Au soutien de leurs prétentions, la Sci Nain et la Sci Keivan faisaient valoir principalement que la société Crédit Agricole des Savoie avait engagé sa responsabilité contractuelle par manquement à son devoir de vigilance, alors qu'aucune faute ne pouvait être reprochée à leur gérant et que ce manquement de la banque leur avait causé un préjudice lié à l'impossibilité de faire les investissements prévus ainsi que la restructuration d'un prêt.

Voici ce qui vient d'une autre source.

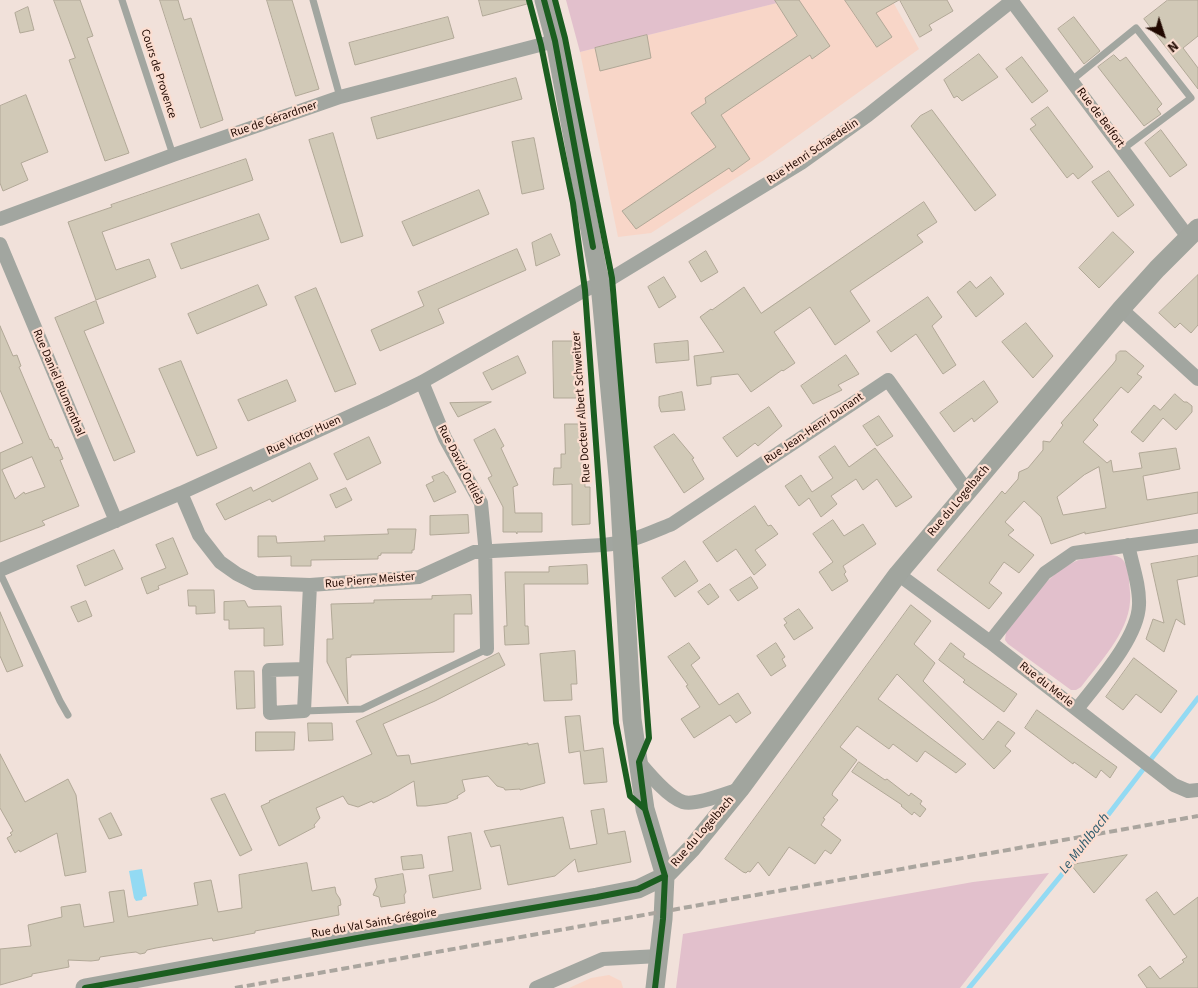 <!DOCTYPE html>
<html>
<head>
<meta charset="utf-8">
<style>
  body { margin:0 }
  #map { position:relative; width:1198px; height:988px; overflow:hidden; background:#f1e1da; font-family:"Source Sans 3",sans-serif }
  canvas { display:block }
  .north { position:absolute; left:1138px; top:10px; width:50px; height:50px; -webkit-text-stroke:4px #fbddd0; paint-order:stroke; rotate:140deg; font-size:14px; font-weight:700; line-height:20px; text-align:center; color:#210901 }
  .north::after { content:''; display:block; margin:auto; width:18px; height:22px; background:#210901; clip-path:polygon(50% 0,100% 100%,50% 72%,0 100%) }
</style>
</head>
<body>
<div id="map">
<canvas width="1198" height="988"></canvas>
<div class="north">N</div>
</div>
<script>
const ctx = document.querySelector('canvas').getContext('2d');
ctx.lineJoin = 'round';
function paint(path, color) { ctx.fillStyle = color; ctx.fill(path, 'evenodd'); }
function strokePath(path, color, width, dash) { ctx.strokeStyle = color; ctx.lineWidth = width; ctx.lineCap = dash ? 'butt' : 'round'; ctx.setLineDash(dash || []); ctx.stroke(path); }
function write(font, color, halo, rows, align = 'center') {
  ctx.font = font + ' "Source Sans 3",sans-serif'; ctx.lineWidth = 4.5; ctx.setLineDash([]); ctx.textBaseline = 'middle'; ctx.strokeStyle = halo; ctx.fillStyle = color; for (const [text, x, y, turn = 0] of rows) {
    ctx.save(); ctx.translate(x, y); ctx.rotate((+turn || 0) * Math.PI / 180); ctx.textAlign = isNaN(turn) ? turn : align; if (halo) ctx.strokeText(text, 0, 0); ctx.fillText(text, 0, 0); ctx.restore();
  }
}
const built = new Path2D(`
  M781,0H892L919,49L764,160L651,233L618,237L580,52L776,3Z
  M609,975L621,981L623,988H569L591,978Z`);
const green = new Path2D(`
  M566,0H781L777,3L580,52Z
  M1107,555C1124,555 1127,562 1129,579C1129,586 1131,594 1130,602C1128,633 1099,663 1081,687L1076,690H1071L1008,644L1005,640L1006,632C1026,607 1046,574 1076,561C1085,557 1097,557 1107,555Z
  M1049,873L960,988H676L683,934L973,882Z`);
const water = new Path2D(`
  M142,869L147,896L143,897L142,900L136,901L134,898L129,871Z`);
const stream = new Path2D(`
  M969,988L1068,867L1198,698`);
const building = new Path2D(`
  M54,0H80L93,36L87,38L129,153L105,161L69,60L75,58Z
  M160,0H178L184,20L191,18L223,120L201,128Z
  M267,0H292L319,89L296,96Z
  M479,0H527V4L483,16Z
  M775,0H799L830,46L812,59L810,55L721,115L750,159L732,172L729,168L636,229L622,211L716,147L691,113L706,103L705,98L797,36Z
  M845,0H899L876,13L892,37L877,47Z
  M900,0H947L953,11L929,25L932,30L920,37Z
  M1168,0H1198V36L1183,48L1198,68V89L1144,19Z
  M28,7L34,30L20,33L15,13Z
  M448,17L454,38L355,65L349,43Z
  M1074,17L1100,51L1084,64L1058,29Z
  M647,35L651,58L600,71L595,48Z
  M979,54L998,77L962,101L957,96L954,98L944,80Z
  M1114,55L1120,61L1126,57L1162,104L1157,109L1161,114L1144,126L1098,67Z
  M1022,57L1048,91L1032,103L1006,69Z
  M516,78L522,99L377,139L371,118Z
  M26,95L48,152L21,163L28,180L3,191L0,183V106Z
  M1048,107L1093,167L1078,179L1073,173L1067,178L1030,129L1036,125L1031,119Z
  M932,110L996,195L975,211L911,126L920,116Z
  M1161,130L1187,165L1170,177L1145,143Z
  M333,133L363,236L341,243L309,140Z
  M534,138L544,189L522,194L512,142Z
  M246,159L253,180L102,232L116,270L149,259L156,277L96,300L68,222L112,207L111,205Z
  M1109,171L1134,205L1118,217L1092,182Z
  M479,190L489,214L413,246L402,222Z
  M924,202L937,222L917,235L923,242L850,291L870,321L835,345L810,307L774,332L795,363L783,371L782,370L751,392L738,374L711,377V384L697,386L694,356L724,352L700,317L711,309L712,310L744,287L761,313Z
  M259,214L269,239L181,269L171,244Z
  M1113,232L1134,252L1099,288L1079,268Z
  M551,234L560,255L536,266L532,243Z
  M517,249L526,270L438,309L444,323L380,351L371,330L424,306L418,292Z
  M706,251L718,272L701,282L689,262Z
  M1198,275V325L1191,333L1180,323L1175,328L1159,313Z
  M664,277L676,297L659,308L648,287Z
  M991,277L1004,294L976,317L957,292L970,281L976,288Z
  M258,285L267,305L197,334L188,314Z
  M316,288L356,384L335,392L295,297Z
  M928,297L942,317L932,326L956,365L943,374L916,334L891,352L877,332Z
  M96,301L104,323L84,331L135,452L114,461L55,318Z
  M1026,323L1053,356L1033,378L1002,342Z
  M0,326L13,356L17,355L21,366L19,367L50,440L51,439L55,448L58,447L63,459L60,460L79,506L42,521L45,525L0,542V453L23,443L0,390ZM32,457L45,487L25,494L24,492L15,499L2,470Z
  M553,341H576L578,398H554Z
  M688,341L689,360L656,363L654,344Z
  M1120,351H1126L1144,366L1137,374L1142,377L1128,393L1121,387L1093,420L1098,425L1083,442L1107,463L1111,460L1113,472L1142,468L1139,453L1176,448L1180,469L1143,476L1147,500L1198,492V513L1085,534V532L1051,544L1041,517L1024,501L1005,522L1014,530L1008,535L1034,555L1019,573L1004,562L989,583L1002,593L989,609L937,570L1002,491L1005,494L1018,479L1019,472L1028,468L1043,450V441L1050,442L1063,425L1061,423L1113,364L1116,360V355ZM1099,467L1106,508L1063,515L1057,497L1084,475Z
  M846,355L859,374L838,385L842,390L813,404L801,386Z
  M518,356L526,373L492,390L483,373Z
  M181,361L217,448L197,456L159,369Z
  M287,380L296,401L248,421L238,400Z
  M984,381L998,402L974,422L972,418L954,432L940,413Z
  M682,392L685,410L661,412L659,406V397Z
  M1175,394L1184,402H1187L1192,406V412L1176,430L1163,418L1143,442L1131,432L1154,405L1160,410Z
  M491,402L458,417L450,403Z
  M769,407L782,426L758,446L755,443L737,457L723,438Z
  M879,416L893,436L877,446L863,426Z
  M565,424H583L585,487H590V524L572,525V484L553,485L554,468H561V454H565Z
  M495,429L504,446L501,448L518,485L513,487L515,513H542V532H517V534L516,532H503V507L488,478L492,476L474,440Z
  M674,434L694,458L692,459L704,479L684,493L654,447Z
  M369,437L381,463L347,480L334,454Z
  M835,446L849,467L875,448L912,497L896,507L877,479L863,490L856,479L831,496L837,504L821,517L809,498L799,506L785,486L801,475L812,492L833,478L819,457Z
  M310,463L318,479L272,502L270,499L225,520L216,504L251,487L253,491Z
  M444,472L446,475H447L456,492L434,502L426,485L434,481L432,477Z
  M346,488L352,500L336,508L330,495Z
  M755,506L768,526L771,525L778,534L755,550L766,565L754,575L736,549L717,562L703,542Z
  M468,515L469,533L430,535V516Z
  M833,520L844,536L863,524L876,544L843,566L846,572L844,574L848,581L832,591L819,572L833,562L813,534Z
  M388,529H416L414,550H412V553H381V555L378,556V559L311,560V566H291V556L258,557V536H276L277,543L325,541L324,536L388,534Z
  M173,538L188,574L158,586L159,589L147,594L141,578L166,568L156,545Z
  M114,550L123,569L85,586L77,566Z
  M1198,556V576L1177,580L1185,625L1176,619L1164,652L1146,639L1153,619L1164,623L1151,564Z
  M685,561L698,581L675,597L662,578Z
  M587,565L588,584H524L525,626H528L529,644L505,645L504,626H507L505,572H549V567Z
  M751,577L758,588L738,601L730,590Z
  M710,584L719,597L708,605L698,592Z
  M188,590H214L215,613L196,614V606H189Z
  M471,595L472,614H454V652L351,655V657L346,658L348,704L327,662V639H333L331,604L374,603V600L432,599V596Z
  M86,601L92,616L78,622L71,607Z
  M245,601L248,607L281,606L283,645L264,646V628L229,629V620H224V602Z
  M911,605L931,621L914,644L935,663L923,681L983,740L998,721L1015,733L1005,746L1011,751L994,769L897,674L878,699L966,764L956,773L925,751L917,762L893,744L889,749L857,726L840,747L857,760L833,792L832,795L838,800L823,818L825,819L821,825L841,840L831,854L825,850L815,864L789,847L769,876L758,862L750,872L748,871L746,873L743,872L725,859Z
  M799,609L813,628L794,640L784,625L787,623L784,619Z
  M0,612L23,666L7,672L0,656Z
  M689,643L700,658L691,665L719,705L738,693L751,713L736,723L730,715L694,738L681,719L700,707L686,686L688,685L668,657Z
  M776,643L785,657L782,659L786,666L771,676L757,656Z
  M951,643L965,654L963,657L1017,694L1004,712L963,682L965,680L939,660Z
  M575,651L577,684H571L572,700L544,701L540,654Z
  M499,653L505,665L435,701L383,724L397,756L409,755L411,764L528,743V745L538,743L545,783L520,790V789L505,790L504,788L497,786L488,776L462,780L465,791L457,796L458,798L447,803L426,806H417L414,781L388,796L373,803L372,801L358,807L348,804L343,796L316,808L320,818L314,825L315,827L279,846L261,806L270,802L269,801L372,754L356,721L428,688Z
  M1134,658L1177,691L1161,713L1136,694L1123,710L1106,697Z
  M235,671H254L255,708L237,709Z
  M1037,710L1117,767L1110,778L1101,770L1096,778L1074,762L1073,764L1025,728Z
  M580,716L584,751L603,748L607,782L584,784L580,751L569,753L565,717Z
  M308,723H332L333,740L309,741Z
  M256,732H295L294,750L256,751Z
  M0,754L25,802L68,779L76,795L86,872L65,876L57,833L20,852L19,850L15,853L7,838L12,835L10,833L13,831L0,808Z
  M859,762L885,780L887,779L909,796L911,793L922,801L920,804L926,809L920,817L914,812L912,815L901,806L902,805L852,772Z
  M225,794L252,850L240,856L211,799Z
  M604,809L608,834L625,831L631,862L578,872L575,859L555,876L508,885L500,845L491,847L484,831L563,817L570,849L597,844L591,811Z
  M111,813L122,835L109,839L99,819Z
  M471,833L481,889L433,898L429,875L453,871L448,837Z
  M422,855L424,868L403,870L401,857Z
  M1127,855L1094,893L1071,865Z
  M307,863L312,891L335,887L336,893L340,899L341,905L338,906L339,915L255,931V933L213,941L212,938L156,948L147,950L145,953L140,954L136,952L127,953L100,957L99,960L91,961L68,960L69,967L32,974V976L0,985V949L31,946L28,925L62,917L61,907L80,904L84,927L114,922L109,892L124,890L128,917L198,905L194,883L211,880L218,912L242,908L239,875Z
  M403,874L406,892L404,895L405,903L381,907L379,897L373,895L377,887L375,879Z
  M1157,892L1174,915L1198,897V988H1147L1138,975L1150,966L1160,979L1184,962L1182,960L1187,957L1146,900Z`);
const lane = new Path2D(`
  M122,0L173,155
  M313,0L340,97
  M1072,80L1136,28L1191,98L1123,149
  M0,573L60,701L68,715
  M304,711L362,709L487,649`);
const street = new Path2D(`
  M1011,0L1188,237
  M0,219L173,155L340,97L555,41
  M0,244L116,521
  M1121,309L1198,379
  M422,382L445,438L481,503L485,544L487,649
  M181,493L199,535L220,562L237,574L255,583L310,585L419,577L474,552L603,545C630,543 647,534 672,524L888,380L967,491
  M0,570L181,493L383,401L422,382L585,290L612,278L801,163L868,115L1013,0
  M898,574L990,642L1174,785L1188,791L1198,790
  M990,642L1045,573L1074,553L1198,536
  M306,669L304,711L270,713L269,670Z
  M306,669L310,585
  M1077,709C1097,683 1138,638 1139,605C1140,586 1132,564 1128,545
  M639,762C649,774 668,797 683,802C695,806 727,793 740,789
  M536,988L603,959L659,956`);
const secondary = new Path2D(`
  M544,0L555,41L600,284L619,487L632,719L645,809L665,876L663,919L655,988
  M85,988L363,937L597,897L638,889L665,876L691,849L740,789L898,574L1121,309L1157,269L1198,228`);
const rail = new Path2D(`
  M235,988L1198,816`);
const cycleway = new Path2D(`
  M529,0L541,45L573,203L585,290L616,723L630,796L645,809
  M544,0L555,41L593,247
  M555,0L565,38L612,278L634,540L649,738L639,762L645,809L665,876L663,919L655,988
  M85,988L363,937L597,897L638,889L665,876`);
const streetNames = [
  ["Cours de Provence",158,74,72],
  ["Rue de Belfort",1100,118,53],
  ["Rue de Gérardmer",274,120,-19],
  ["Rue Henri Schaedelin",813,152,-34],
  ["Rue Daniel Blumenthal",58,383,67],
  ["Rue Docteur Albert Schweitzer",582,407,-94],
  ["Rue Jean-Henri Dunant",814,429,-34],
  ["Rue Victor Huen",304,436,-24],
  ["Rue David Ortlieb",460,465,63],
  ["Rue du Logelbach",959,501,-50],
  ["Rue Pierre Meister",370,581,-5],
  ["Rue du Merle",1046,685,38],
  ["Rue du Logelbach",703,832,-49],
  ["Rue du Val Saint-Grégoire",374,924,-10]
];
const waterNames = [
  ["Le Muhlbach",1085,844,-52]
];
paint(built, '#f8d6c8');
paint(green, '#e2c0cc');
paint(water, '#93daf3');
strokePath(stream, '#93daf3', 5);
paint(building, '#d1c9b7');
strokePath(building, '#b1a897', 1);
strokePath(lane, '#a2a6a0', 7);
strokePath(street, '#a2a6a0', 14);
strokePath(secondary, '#a1a59e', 19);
strokePath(rail, '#aaa59e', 4, [8, 4]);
strokePath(cycleway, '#1b5e20', 6);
write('12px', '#210901', '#fbddd0', streetNames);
write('italic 14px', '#2e5c6d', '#fbddd0', waterNames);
</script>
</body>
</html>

Par dernières écritures en date du 2 avril 2021, régulièrement notifiées par voie de communication électronique, la société Crédit Agricole des Savoie sollicitait de la cour de :

à titre principal,

' confirmer le jugement entrepris en toutes ses dispositions ;

subsidiairement,

' si le jugement était infirmé en ce qu'il avait rejeté la demande des deux Sci tendant à voir juger qu'elle avait commis des fautes contractuelles qui leur avaient causé un préjudice :

- fixer le préjudice subi par la Sci Keivan à la somme maximale de 5 500 euros ;

- fixer le préjudice subi par la Sci Nain à la somme maximale de 1 300 euros  

' dire et juger qu'en application de l'article 1231-7 du code civil, les intérêts dus sur ces sommes ne courront qu'à compter de l'arrêt à intervenir ;

' condamner la société Banque Postale à la relever et garantir de toutes condamnations qui pourraient être prononcées à son encontre, en principal, intérêts, frais et accessoires ;

' dans tous les cas, condamner in solidum à les deux Sci ou la société Banque Postale, ou tous in solidum, à lui payer la somme de 4 000 euros en application des dispositions de l'article 700 du code de procédure civile ;

' condamner les deux Sci ou la société Banque Postale ou tous in solidum, aux entiers dépens d'appel distraits au profit de la société civile professionnelle Christine Visier-Philippe ' Carole Olagnon-Delroise & Associes, avocate, par application des dispositions de l'article 699 du code de procédure civile.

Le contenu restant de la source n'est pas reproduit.